Раньше я думал, что у нас просто жёлтый профсоюз, профсоюз соглашателей. Он подыгрывает работодателю, но при этом ещё что-то старается делать в пользу рабочих: «Мы хоть как-то там пытаемся помочь, Вы понимаете, сейчас время тяжёлое, но вот мы по чуть-чуть выбиваем что-то для рабочих» –– например, такой профсоюз МПРА. Они выбили во время этой жары час сокращения, хотя можно было больше, то есть профсоюз выбил минимум, чтобы оставаться вроде как «борющимся» профсоюзом, но дальше это опасно, тогда профсоюз будет в оппозиции, а кому это надо в наше время? А наш профсоюз пошёл дальше. Наш цеховой председатель комитета вообще не хотела никакой профсоюзной деятельности. Когда я вывел её на общение с рабочими, ей пришлось что-то делать, когда я начал задавать неудобные вопросы по поводу того, что почему-то зарплата сокращается, объём работы увеличивается. Она заняла чёткую позицию, что, наоборот, мы должны делать так, чтобы прибыль росла. Я сказал: «Ребят, ну Вы сами всё слышали». Когда я попросил защиты у профсоюза по причине давления на меня, они со мной вообще не общались больше, моё заявление не приняли — в телеграмм, мол, обращайтесь, а там ноль — я вижу, что прочитано, но никто не отвечает.

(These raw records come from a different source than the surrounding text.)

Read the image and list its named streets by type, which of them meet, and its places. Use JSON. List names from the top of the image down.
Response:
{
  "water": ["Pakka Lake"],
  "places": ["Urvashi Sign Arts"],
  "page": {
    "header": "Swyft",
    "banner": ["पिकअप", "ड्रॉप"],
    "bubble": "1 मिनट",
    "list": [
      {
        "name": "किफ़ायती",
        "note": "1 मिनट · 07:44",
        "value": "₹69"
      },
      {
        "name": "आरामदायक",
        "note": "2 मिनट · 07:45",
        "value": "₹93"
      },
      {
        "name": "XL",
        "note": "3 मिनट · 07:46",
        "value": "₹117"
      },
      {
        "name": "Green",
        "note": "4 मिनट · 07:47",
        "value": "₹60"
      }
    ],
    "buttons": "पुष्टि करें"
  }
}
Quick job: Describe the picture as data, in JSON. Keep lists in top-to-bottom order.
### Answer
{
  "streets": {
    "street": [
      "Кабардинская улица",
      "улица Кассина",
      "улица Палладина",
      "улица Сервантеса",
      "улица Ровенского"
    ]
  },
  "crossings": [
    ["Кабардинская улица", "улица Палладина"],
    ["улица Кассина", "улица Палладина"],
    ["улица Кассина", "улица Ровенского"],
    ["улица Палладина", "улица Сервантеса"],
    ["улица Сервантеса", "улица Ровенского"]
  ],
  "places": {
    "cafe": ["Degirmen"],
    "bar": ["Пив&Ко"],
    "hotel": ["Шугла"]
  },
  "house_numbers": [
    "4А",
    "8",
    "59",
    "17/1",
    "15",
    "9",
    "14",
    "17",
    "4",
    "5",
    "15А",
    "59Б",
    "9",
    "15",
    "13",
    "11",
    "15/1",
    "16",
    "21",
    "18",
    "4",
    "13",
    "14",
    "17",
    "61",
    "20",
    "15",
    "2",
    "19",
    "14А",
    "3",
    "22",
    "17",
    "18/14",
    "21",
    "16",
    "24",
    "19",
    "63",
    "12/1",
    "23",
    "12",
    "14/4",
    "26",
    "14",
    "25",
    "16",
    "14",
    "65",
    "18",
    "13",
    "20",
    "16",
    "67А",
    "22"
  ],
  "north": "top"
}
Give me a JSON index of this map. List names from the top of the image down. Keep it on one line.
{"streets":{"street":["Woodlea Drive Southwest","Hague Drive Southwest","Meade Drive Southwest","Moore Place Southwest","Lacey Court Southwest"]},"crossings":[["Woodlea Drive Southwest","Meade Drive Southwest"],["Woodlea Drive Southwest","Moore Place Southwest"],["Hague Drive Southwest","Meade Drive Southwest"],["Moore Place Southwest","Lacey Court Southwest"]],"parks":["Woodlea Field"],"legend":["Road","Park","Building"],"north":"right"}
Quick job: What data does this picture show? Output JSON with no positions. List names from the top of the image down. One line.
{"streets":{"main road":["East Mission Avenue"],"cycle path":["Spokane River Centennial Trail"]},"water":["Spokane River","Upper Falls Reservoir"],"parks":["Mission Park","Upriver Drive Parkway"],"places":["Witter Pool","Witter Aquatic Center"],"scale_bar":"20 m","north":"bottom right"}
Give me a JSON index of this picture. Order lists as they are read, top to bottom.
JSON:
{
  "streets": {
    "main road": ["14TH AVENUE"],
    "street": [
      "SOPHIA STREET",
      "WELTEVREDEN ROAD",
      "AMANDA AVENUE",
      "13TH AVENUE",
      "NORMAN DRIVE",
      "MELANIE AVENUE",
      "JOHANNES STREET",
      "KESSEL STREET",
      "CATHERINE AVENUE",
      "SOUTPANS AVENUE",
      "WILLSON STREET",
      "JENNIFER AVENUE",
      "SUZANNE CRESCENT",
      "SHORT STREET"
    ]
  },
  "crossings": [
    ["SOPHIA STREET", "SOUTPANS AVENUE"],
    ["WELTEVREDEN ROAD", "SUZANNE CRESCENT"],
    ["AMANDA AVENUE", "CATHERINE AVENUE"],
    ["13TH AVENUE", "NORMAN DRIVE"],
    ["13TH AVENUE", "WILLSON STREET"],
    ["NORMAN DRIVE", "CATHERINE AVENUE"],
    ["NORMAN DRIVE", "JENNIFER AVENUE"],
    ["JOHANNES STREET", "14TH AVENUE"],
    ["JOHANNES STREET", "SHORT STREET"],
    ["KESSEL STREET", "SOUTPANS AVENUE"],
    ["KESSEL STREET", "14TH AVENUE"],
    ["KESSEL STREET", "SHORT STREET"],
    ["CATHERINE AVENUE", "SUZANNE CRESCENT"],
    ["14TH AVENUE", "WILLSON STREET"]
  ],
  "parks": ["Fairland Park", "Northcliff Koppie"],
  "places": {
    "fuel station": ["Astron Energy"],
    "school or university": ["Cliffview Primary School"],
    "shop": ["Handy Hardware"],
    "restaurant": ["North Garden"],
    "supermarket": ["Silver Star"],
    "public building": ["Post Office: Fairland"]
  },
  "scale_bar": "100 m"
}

Председатель профсоюза Савцов, когда я общался с руководителями напрямую, топил меня, не защищал мою позицию, хотя она чисто профсоюзная, этого запись даже есть. Председатель профсоюза, во-первых, когда я прямо пальцем тыкал в коллективный договор, законы, СанПины, «живые бумажки», показал, что он их не знает, может даже не читал никогда. Во-вторых, сказал руководству, мол, «действуйте с ним по закону», фактически дал отмашку.
И ещё вопрос: что ты имеешь в виду под "черным профсоюзом"?
Профсоюз полностью являющийся продолжением владельца. По сути фашистский профсоюз.
А в чем отличие от жёлтого? Типа в жёлтом хотя бы формальная независимость?
Да, там тебя не бросают на съедение начальству и к тому же помогают начальству тебя сожрать.
Были ли рабочими совершены какие-то тактические ошибки, которые помешали эффективности достижения целей?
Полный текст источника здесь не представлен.